-- Exercise description --
In the material below, find the line that contains "const ctx = document.querySelector('canvas').getContext('2d');" and the line that contains "ctx.font = font", then write out exactly those two lines and everything between them.
=== Section Start ===
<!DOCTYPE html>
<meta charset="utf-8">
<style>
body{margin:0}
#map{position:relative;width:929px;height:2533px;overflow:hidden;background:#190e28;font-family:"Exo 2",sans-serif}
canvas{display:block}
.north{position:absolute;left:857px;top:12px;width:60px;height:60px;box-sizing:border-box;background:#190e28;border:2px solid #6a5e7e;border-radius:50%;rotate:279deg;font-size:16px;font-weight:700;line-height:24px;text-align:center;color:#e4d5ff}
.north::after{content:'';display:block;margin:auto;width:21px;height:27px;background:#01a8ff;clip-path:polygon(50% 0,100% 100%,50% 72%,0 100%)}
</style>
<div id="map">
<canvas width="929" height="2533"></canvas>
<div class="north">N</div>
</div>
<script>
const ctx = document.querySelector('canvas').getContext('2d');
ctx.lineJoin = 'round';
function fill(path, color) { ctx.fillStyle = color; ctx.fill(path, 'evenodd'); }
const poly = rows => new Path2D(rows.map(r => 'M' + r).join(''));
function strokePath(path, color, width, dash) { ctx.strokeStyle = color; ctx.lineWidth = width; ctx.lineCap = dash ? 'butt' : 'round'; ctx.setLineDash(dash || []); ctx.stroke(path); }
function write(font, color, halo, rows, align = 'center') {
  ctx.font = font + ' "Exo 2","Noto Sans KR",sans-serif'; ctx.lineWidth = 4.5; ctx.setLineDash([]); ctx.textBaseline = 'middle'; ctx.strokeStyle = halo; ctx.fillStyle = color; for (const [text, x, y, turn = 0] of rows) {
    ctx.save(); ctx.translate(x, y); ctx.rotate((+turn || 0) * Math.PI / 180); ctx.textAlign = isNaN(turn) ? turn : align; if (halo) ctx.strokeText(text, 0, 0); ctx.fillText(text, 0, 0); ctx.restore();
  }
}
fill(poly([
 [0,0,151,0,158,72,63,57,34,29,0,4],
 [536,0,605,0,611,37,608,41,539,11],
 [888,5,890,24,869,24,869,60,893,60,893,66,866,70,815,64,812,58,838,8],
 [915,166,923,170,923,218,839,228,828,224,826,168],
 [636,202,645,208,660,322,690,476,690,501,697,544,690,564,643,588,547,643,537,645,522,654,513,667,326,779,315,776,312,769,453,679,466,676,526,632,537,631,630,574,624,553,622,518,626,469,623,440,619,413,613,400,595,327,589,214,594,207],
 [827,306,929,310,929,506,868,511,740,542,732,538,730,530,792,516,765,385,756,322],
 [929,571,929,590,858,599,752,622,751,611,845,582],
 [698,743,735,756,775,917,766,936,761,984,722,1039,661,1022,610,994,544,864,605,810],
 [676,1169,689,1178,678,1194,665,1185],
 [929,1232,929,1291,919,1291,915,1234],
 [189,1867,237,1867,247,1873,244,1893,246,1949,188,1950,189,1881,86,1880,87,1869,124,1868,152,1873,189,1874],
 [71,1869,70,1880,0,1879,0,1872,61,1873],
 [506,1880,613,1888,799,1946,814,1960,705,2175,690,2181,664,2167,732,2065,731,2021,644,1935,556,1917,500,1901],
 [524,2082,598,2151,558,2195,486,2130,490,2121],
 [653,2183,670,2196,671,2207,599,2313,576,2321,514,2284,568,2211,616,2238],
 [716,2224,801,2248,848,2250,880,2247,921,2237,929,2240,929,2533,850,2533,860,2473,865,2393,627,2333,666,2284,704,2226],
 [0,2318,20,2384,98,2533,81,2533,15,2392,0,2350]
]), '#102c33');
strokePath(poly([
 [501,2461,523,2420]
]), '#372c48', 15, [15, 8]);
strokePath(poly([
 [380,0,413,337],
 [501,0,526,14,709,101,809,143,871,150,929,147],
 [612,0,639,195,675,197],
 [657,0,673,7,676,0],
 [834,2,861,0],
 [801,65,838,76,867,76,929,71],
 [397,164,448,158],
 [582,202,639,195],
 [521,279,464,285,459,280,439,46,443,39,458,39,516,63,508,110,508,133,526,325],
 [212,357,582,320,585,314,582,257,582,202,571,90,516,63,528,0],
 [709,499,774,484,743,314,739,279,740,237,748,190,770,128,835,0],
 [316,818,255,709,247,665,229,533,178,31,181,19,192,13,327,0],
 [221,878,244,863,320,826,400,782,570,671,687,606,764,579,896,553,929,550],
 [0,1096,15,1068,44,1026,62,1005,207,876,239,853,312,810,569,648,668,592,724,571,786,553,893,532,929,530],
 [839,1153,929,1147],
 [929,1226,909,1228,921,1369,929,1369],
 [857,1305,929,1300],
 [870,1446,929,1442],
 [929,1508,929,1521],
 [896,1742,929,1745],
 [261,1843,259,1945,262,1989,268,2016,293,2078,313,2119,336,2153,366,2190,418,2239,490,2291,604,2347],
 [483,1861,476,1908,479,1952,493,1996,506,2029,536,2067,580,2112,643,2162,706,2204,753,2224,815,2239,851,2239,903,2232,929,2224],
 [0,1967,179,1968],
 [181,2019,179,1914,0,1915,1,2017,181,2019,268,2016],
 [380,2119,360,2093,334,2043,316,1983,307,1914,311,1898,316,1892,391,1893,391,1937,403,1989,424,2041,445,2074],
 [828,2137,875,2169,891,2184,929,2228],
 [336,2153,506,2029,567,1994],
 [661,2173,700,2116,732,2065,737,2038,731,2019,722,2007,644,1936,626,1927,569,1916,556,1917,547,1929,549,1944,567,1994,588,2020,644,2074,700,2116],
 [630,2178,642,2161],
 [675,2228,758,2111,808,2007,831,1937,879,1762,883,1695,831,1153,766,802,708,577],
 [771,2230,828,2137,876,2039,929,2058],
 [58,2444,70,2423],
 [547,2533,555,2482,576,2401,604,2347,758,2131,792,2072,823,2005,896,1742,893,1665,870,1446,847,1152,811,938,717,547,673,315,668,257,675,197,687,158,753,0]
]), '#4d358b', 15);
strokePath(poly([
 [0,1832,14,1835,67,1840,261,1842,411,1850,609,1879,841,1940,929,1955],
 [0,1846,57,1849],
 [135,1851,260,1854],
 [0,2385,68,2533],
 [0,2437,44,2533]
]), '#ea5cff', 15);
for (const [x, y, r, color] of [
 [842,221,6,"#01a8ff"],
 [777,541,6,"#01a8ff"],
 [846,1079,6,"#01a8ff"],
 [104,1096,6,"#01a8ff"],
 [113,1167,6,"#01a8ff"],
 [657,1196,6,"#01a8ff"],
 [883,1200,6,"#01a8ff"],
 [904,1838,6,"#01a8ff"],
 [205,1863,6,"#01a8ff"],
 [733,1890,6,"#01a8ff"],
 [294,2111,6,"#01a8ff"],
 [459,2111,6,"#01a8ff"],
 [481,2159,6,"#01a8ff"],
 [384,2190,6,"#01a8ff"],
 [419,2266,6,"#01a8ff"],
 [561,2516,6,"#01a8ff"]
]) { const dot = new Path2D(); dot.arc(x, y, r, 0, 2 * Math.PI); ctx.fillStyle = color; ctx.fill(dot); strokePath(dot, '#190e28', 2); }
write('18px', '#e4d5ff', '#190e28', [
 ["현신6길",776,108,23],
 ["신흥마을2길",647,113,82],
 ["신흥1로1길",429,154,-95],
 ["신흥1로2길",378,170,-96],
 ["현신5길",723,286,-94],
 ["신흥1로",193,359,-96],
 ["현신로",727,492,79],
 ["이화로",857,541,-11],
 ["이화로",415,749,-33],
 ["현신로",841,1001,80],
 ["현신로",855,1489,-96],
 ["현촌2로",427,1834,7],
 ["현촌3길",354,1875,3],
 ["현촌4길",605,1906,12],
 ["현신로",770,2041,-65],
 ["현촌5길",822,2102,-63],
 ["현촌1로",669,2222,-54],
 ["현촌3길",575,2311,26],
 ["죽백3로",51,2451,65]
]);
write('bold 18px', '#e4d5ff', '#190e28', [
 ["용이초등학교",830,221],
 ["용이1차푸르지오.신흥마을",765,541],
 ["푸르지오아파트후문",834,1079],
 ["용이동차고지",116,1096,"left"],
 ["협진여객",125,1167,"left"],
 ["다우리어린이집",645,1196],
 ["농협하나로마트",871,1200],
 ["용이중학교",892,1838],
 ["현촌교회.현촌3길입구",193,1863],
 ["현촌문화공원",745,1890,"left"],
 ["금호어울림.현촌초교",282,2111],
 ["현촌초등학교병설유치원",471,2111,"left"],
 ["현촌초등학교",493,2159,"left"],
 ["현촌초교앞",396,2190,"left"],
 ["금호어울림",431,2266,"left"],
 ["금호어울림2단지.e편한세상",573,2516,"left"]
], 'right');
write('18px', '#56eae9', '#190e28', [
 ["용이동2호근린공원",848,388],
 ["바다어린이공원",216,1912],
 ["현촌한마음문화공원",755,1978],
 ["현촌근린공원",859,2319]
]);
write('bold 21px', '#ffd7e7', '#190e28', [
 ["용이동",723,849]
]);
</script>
=== Section End ===
-- Problem solution --
const ctx = document.querySelector('canvas').getContext('2d');
ctx.lineJoin = 'round';
function fill(path, color) { ctx.fillStyle = color; ctx.fill(path, 'evenodd'); }
const poly = rows => new Path2D(rows.map(r => 'M' + r).join(''));
function strokePath(path, color, width, dash) { ctx.strokeStyle = color; ctx.lineWidth = width; ctx.lineCap = dash ? 'butt' : 'round'; ctx.setLineDash(dash || []); ctx.stroke(path); }
function write(font, color, halo, rows, align = 'center') {
  ctx.font = font + ' "Exo 2","Noto Sans KR",sans-serif'; ctx.lineWidth = 4.5; ctx.setLineDash([]); ctx.textBaseline = 'middle'; ctx.strokeStyle = halo; ctx.fillStyle = color; for (const [text, x, y, turn = 0] of rows) {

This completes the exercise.